Stored data
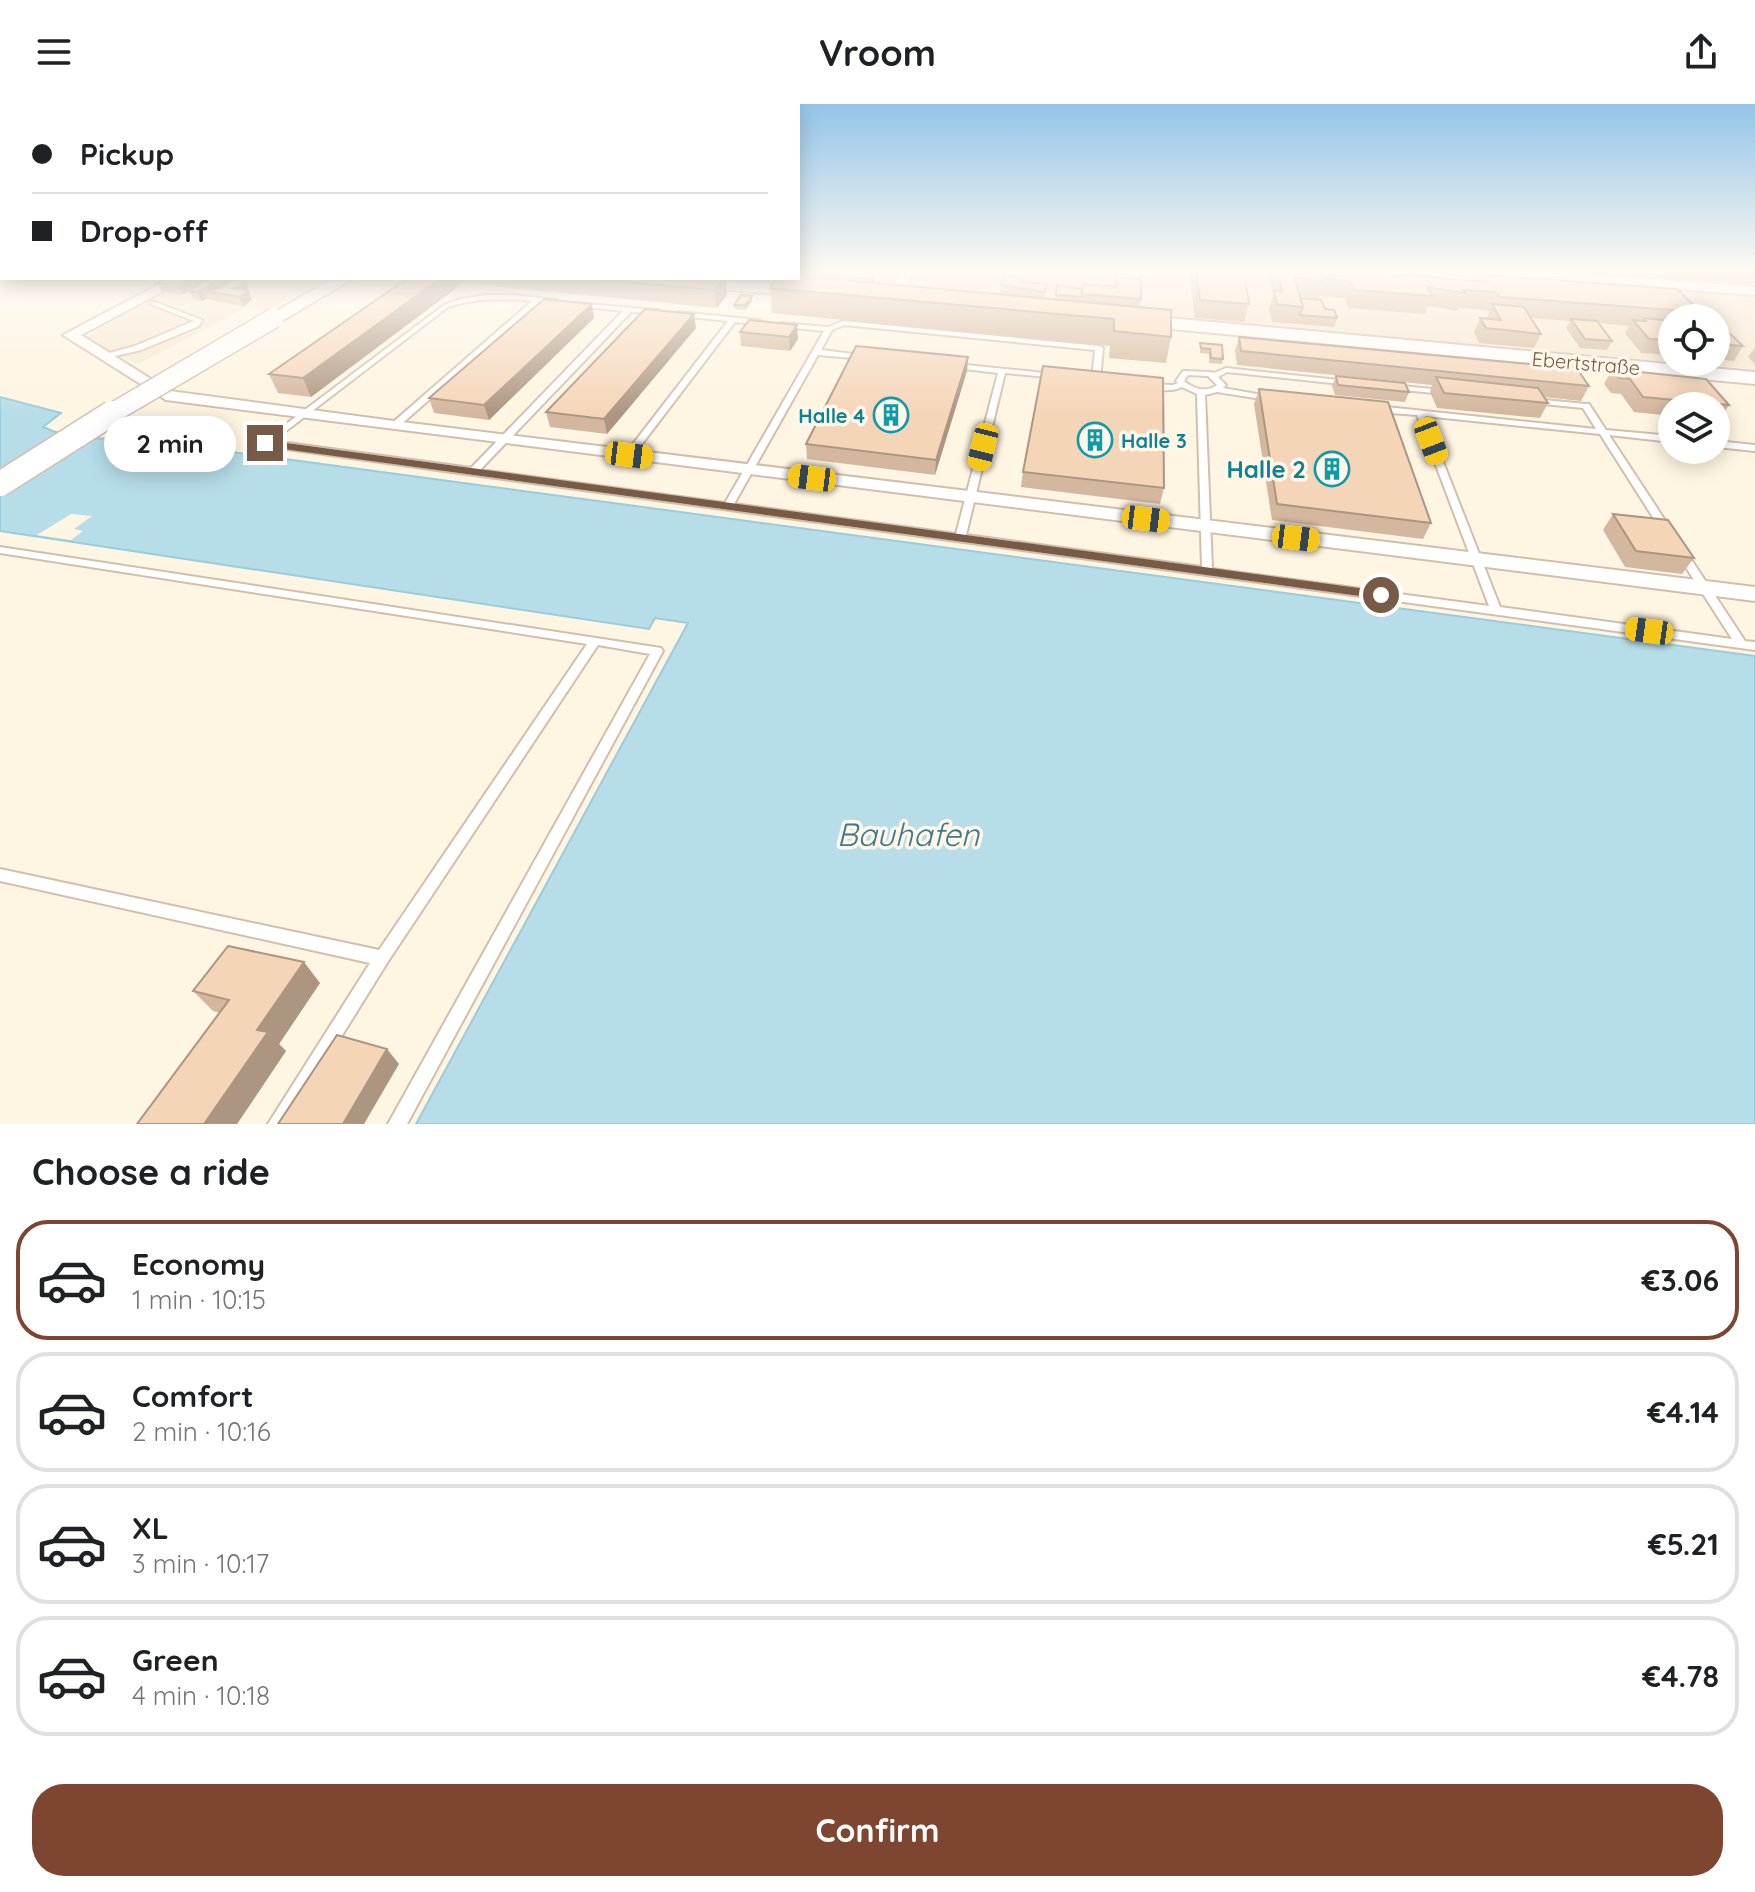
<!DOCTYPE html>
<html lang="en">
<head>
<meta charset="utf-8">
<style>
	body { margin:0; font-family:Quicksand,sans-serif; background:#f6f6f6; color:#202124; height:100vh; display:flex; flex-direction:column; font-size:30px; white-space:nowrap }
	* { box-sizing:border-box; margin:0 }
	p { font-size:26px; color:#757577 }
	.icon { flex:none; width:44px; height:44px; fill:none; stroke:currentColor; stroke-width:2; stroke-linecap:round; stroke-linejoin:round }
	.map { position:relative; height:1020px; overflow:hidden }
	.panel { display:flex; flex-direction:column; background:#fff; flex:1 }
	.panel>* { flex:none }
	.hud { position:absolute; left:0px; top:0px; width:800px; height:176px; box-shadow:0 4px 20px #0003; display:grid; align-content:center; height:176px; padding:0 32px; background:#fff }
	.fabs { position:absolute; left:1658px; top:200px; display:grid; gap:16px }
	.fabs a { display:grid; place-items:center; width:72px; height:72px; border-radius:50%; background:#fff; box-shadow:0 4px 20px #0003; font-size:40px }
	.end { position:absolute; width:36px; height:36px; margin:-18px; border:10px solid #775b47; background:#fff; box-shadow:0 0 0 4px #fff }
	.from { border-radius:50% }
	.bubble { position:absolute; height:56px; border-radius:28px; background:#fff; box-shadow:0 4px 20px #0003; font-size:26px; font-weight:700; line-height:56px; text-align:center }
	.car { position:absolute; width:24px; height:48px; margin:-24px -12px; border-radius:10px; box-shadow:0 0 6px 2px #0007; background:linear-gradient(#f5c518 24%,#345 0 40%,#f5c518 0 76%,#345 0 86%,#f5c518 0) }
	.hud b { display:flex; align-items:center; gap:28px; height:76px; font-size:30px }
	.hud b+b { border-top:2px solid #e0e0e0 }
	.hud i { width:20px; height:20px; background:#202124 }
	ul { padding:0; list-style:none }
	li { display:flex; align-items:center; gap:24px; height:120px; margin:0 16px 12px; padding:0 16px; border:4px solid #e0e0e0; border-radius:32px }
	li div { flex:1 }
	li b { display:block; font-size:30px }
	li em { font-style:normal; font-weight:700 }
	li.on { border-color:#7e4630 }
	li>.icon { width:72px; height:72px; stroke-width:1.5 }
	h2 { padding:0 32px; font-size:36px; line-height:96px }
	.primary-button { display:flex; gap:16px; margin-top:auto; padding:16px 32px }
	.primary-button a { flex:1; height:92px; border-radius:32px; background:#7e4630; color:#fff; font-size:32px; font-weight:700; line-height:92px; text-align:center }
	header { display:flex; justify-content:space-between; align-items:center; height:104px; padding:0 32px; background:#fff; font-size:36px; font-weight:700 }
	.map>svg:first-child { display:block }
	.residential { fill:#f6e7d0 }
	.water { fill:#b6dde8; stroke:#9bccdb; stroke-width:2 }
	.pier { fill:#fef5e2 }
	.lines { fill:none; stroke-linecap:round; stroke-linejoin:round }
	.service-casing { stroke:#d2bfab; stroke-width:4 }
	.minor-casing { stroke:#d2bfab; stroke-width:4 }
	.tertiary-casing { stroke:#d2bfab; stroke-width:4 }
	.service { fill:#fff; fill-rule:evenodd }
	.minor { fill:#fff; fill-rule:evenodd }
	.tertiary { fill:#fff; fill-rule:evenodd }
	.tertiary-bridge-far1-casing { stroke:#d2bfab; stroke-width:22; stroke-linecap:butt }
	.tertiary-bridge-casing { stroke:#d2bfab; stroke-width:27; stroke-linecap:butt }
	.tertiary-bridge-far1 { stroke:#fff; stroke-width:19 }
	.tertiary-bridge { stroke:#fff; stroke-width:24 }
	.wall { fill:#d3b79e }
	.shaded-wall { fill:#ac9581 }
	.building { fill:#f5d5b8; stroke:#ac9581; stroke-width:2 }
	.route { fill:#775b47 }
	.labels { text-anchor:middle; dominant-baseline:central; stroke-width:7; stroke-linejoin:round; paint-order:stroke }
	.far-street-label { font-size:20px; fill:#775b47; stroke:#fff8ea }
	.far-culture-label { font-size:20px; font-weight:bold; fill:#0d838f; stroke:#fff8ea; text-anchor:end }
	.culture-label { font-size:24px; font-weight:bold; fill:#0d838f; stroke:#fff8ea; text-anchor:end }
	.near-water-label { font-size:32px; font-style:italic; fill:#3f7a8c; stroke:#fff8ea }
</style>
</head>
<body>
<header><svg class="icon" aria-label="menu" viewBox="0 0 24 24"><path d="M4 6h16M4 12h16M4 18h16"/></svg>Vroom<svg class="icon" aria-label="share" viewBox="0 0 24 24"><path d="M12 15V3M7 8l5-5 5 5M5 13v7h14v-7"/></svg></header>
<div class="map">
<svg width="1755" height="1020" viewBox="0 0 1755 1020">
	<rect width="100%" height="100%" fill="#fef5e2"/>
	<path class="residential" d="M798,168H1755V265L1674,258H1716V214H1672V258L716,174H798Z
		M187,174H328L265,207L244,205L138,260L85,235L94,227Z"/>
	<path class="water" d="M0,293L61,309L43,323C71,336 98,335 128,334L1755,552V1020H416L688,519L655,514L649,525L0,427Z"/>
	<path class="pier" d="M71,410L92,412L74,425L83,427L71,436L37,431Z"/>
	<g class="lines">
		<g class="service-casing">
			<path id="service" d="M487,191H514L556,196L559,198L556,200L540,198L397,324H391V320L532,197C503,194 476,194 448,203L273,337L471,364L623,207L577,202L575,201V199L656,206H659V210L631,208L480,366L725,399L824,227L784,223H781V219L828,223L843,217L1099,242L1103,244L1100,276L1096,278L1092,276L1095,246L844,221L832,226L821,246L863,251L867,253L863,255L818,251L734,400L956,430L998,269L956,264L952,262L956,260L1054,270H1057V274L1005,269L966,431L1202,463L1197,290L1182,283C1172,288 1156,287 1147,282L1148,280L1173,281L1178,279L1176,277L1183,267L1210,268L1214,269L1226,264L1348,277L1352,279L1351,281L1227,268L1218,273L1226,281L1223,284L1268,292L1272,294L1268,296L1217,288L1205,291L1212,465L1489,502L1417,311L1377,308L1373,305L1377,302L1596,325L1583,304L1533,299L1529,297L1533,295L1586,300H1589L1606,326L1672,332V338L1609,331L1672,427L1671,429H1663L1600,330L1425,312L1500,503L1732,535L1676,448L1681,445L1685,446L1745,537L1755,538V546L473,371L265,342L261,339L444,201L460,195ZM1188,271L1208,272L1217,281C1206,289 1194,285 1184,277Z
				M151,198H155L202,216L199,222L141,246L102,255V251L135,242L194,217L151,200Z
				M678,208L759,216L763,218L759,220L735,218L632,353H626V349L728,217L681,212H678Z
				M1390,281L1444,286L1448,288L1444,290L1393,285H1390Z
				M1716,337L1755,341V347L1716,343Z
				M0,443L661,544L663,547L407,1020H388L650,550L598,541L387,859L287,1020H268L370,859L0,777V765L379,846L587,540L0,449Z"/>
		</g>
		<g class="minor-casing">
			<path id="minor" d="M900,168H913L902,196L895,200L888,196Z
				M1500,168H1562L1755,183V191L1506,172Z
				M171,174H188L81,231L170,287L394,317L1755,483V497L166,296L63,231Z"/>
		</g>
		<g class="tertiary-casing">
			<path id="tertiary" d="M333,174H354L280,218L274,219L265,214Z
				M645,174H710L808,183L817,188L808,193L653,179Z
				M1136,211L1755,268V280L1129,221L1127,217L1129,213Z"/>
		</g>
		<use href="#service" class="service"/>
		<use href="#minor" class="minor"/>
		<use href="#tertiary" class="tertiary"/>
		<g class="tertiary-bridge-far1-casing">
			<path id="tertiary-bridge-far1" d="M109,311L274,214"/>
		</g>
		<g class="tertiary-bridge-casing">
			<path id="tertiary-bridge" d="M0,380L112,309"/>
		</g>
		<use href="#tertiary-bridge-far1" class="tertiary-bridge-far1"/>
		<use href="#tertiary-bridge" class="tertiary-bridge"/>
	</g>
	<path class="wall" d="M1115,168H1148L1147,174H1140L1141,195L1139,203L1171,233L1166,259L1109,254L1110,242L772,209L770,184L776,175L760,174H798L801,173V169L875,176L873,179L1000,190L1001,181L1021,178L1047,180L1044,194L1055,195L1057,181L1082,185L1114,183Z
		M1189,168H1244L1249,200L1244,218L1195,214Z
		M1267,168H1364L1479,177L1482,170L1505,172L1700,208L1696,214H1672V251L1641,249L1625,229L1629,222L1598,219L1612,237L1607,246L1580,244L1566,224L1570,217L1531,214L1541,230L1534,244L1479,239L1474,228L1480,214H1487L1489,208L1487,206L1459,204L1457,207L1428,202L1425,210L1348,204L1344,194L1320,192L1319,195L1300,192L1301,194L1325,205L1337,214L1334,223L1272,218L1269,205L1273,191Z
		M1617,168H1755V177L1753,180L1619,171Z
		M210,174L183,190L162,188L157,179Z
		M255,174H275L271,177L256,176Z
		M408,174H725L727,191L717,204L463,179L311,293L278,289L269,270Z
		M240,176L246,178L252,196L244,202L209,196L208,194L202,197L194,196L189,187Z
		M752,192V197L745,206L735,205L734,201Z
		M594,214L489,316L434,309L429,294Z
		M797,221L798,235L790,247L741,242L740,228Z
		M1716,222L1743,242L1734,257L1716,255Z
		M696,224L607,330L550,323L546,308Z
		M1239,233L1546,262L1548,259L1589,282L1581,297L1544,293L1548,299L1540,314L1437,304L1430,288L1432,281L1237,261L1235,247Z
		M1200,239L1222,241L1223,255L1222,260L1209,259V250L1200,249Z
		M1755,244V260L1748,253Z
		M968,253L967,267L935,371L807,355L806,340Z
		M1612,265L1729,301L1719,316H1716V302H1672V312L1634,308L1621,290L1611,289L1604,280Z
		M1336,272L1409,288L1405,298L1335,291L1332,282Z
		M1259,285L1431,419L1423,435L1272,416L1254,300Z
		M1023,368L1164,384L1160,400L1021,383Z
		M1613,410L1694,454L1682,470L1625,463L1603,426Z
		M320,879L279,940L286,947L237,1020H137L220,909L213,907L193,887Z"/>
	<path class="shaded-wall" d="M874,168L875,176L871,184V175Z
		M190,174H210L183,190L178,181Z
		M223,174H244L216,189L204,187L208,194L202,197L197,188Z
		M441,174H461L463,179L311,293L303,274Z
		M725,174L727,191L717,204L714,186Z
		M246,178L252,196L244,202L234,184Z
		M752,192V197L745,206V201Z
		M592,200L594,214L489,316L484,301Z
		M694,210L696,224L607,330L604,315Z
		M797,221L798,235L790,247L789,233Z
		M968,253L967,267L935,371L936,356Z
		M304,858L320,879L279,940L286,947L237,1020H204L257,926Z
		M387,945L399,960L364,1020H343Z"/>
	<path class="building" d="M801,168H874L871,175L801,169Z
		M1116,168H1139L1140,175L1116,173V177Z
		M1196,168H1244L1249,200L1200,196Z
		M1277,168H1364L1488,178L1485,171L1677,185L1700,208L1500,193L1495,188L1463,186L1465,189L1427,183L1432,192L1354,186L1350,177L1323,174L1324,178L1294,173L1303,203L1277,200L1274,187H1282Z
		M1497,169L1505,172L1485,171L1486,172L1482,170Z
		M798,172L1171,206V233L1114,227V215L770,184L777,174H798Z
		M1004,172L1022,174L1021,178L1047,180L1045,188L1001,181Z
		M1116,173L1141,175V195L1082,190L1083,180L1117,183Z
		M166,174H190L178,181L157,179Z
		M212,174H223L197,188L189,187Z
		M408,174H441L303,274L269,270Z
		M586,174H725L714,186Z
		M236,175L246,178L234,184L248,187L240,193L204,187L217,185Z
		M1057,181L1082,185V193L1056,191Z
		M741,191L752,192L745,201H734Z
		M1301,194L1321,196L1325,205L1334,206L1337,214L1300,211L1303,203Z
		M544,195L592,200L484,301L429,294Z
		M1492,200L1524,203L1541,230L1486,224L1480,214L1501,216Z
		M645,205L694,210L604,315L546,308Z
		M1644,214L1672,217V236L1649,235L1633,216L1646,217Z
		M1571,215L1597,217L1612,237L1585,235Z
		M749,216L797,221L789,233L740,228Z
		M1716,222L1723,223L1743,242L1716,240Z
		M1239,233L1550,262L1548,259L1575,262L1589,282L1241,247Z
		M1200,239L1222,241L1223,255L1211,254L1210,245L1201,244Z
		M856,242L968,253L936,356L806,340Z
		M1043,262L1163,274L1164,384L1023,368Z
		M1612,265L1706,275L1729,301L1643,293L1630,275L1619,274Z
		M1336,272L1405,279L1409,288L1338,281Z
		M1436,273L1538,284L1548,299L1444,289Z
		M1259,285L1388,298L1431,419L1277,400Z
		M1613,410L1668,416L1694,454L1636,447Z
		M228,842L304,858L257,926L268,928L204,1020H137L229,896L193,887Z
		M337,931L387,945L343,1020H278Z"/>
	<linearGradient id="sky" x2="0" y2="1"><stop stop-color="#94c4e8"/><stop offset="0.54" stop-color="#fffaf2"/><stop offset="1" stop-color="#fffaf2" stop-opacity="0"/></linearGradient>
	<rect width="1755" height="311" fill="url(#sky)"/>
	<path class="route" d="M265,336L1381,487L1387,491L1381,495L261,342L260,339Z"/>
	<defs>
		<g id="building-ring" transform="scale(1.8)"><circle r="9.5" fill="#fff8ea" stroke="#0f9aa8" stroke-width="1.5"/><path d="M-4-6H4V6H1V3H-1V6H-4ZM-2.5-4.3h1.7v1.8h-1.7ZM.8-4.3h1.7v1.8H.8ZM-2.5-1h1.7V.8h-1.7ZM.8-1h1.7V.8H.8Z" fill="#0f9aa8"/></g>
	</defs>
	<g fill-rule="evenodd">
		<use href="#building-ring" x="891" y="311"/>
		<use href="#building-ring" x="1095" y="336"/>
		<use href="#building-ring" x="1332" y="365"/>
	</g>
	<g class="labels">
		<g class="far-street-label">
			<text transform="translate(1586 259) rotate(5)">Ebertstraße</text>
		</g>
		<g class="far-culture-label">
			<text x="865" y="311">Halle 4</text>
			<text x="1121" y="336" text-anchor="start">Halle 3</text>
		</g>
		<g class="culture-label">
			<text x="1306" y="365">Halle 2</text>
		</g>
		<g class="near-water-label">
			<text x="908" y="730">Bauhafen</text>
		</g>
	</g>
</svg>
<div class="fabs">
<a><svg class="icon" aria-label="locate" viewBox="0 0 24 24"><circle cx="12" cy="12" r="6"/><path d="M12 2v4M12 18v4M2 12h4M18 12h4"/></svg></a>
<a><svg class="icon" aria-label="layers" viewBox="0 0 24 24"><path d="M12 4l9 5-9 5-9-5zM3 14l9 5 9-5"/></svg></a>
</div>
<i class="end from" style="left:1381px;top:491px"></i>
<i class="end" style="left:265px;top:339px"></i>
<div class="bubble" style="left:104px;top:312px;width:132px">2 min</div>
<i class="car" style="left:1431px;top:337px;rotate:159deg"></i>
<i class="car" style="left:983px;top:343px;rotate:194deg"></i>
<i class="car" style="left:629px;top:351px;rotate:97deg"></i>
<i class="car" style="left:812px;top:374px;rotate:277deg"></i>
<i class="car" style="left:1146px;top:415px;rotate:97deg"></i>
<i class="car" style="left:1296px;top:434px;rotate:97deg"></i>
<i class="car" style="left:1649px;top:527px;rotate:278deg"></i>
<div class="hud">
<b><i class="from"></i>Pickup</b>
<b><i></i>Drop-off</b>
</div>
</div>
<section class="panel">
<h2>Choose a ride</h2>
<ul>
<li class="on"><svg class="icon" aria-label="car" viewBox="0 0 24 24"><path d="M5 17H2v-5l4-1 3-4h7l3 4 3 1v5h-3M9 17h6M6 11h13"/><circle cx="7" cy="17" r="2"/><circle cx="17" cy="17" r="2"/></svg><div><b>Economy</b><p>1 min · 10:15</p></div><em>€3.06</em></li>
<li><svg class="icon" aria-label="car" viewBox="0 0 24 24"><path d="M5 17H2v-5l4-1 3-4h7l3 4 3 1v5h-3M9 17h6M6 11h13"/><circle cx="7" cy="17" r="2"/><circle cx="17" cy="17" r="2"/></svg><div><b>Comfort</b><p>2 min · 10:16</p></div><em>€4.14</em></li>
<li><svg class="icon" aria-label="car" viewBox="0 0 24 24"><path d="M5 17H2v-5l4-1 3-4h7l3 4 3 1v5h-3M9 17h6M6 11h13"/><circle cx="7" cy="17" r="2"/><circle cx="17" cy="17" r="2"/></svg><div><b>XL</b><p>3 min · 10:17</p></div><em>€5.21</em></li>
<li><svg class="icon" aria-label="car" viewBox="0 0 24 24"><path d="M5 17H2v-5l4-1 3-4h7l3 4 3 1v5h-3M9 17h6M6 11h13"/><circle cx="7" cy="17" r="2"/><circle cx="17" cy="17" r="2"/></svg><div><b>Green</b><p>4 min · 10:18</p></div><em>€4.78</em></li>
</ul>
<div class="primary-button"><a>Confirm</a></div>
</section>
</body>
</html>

* **TASK TO COMPLETE**
Write down how many lines of the data above contain the word "bubble", with nothing else.

* **RESPONSE AREA**
2